If the full 2-3GW battery mentioned in the press release is ever built, ESS would be swimming with the whales, near the front of the pod.
What is the revenue implication?
The latest disclosed price for a 400kwh ESS Energy Warehouse is $189,000 [3Q 2022 earnings call]. That works out to a peppy $472.50/kwh. Projections abound for where that price is headed with the company’s own Alan Greenshields eventual estimate of $20/kwh. I think a more reasonable estimate for this 3.5 year deliverable project is the company’s quoted estimate of $200/kwh by 2025. Arguing for a muted reduction is the company’s huge annual 800MWh stated capacity. This battery’s 500MWh size must be weighed against the 2.8GWh of capacity the company will have cumulatively through the 2027 commissioning date.
So $200/kwh is $100 million in revenue for the first phase of this ESS/LEAG battery.

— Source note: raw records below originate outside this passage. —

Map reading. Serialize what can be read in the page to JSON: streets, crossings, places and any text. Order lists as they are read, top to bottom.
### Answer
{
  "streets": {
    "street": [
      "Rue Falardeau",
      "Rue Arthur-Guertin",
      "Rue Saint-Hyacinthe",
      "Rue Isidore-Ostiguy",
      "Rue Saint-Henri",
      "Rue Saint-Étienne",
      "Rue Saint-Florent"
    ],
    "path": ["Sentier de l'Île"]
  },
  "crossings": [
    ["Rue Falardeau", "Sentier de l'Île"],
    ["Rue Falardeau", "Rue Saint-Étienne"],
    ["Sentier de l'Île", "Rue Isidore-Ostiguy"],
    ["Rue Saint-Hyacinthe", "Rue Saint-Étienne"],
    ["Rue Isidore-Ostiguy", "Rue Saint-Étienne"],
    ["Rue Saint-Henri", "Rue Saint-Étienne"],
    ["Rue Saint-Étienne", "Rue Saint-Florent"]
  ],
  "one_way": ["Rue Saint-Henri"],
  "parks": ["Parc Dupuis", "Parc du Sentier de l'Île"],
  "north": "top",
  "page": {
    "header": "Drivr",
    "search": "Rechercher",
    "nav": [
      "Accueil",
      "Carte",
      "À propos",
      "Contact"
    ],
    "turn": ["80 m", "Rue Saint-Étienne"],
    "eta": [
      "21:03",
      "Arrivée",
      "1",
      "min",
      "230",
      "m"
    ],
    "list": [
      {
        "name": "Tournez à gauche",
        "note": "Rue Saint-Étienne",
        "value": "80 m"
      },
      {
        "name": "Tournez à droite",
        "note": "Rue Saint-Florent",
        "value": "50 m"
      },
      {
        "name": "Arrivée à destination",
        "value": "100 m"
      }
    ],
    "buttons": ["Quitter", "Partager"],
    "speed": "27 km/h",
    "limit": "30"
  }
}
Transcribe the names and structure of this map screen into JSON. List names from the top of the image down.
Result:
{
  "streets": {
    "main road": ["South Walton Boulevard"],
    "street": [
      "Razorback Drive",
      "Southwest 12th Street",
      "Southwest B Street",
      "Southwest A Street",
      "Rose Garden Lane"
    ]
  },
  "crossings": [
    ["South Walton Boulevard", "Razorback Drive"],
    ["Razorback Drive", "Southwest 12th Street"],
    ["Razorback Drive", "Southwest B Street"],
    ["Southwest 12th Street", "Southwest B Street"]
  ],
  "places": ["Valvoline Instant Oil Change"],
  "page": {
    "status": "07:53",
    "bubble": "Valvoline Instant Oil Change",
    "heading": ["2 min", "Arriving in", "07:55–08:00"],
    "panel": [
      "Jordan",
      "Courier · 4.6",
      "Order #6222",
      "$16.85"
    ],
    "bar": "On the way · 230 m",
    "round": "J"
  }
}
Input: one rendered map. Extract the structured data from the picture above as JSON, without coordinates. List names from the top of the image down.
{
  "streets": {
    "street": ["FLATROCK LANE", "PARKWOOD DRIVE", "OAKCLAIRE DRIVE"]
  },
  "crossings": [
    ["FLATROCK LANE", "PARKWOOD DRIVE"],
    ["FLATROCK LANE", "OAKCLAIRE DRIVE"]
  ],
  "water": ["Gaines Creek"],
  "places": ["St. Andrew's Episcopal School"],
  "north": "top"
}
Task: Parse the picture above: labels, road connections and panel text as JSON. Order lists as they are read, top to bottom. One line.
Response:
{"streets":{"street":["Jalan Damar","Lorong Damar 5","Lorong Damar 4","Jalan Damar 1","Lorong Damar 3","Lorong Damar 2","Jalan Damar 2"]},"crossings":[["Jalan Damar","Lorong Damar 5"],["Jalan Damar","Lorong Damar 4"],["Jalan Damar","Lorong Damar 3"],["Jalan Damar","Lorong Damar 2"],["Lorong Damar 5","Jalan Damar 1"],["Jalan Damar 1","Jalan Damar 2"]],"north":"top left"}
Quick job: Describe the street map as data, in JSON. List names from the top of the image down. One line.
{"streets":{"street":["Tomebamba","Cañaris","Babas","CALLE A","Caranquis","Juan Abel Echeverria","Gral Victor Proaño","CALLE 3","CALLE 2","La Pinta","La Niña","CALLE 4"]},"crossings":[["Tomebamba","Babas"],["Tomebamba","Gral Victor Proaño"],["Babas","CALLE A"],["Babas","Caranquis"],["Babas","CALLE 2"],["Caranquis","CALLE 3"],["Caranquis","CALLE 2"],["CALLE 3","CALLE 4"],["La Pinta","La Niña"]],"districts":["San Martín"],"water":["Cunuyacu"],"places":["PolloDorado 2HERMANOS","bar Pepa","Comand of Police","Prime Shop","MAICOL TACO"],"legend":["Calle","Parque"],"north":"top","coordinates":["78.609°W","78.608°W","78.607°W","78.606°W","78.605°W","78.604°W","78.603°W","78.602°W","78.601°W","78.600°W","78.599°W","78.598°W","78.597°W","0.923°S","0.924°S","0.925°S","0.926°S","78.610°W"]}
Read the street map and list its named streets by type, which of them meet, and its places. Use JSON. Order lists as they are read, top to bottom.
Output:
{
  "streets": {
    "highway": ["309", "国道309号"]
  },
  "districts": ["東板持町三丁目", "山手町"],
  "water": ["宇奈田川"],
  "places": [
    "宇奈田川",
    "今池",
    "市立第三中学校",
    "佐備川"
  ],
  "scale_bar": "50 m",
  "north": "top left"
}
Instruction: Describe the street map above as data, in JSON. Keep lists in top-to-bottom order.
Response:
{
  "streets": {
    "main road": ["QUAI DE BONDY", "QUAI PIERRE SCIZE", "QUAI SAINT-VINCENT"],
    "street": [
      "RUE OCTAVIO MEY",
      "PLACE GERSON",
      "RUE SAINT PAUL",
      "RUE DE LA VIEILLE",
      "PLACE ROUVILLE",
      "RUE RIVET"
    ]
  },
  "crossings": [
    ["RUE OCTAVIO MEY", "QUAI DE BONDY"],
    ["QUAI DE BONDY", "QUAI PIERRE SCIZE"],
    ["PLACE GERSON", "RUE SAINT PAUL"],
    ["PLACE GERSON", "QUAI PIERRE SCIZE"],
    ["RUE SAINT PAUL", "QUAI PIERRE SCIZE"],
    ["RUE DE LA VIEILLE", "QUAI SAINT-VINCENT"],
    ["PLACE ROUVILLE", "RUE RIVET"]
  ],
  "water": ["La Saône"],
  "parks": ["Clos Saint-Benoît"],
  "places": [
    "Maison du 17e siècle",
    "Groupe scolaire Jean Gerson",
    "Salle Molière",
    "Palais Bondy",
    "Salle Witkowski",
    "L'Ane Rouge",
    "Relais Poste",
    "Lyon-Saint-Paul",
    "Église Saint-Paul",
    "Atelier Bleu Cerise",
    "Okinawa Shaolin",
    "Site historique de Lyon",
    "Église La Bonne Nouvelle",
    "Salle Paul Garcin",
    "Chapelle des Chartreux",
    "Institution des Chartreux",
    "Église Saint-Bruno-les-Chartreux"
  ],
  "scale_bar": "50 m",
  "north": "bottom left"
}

I’m not going to hazard a guess at profitability since the company has been silent on their cost curve and profitability estimates.
What is the existing “BigBattery” at LEAG’s Schwarze Pumpe site?
This is a Lithium Ion battery with technology from LG Chem (OTCPK:LGCLF).
LEAG’s press contact was kind enough to provide an overhead of the site, since Google’s satellite view is apparently several years out of date:
The existing site is 110 x 62 meters (1.69 acres) to the left of the cooling towers, highlighted in red. (The new battery site at the Boxberg plant is about 30km away.) I believe this system is about 26 40′ shipping containers split between batteries and switch gear/inverters. The first phase of this new ESS/LEAG project will likely not be in shipping containers. It has 10x the capacity in MWh, which will take a lot more space than the existing battery– iron flow batteries are big and a lot less dense than LiOn. (My readers will appreciate that I love those overhead views of ESS’s farflung operations.) A sanity check on the size of this installation is 74MWh/acre or 6.75 acres for this new battery. Fortunately these old East German plants have massive amounts of space with more in the nearby open top coal mines.
The existing “BigBattery” is apparently a short term balancing battery as the following schematic from LEAG’s website indicates:
This explanatory text follows the schematic:
The different types of balancing power differ in their provision time and duration. For example, primary balancing power must be fully available within 30 seconds and be usable for a duration of five minutes. Secondary balancing power follows within five minutes and the minute reserve within 15 minutes.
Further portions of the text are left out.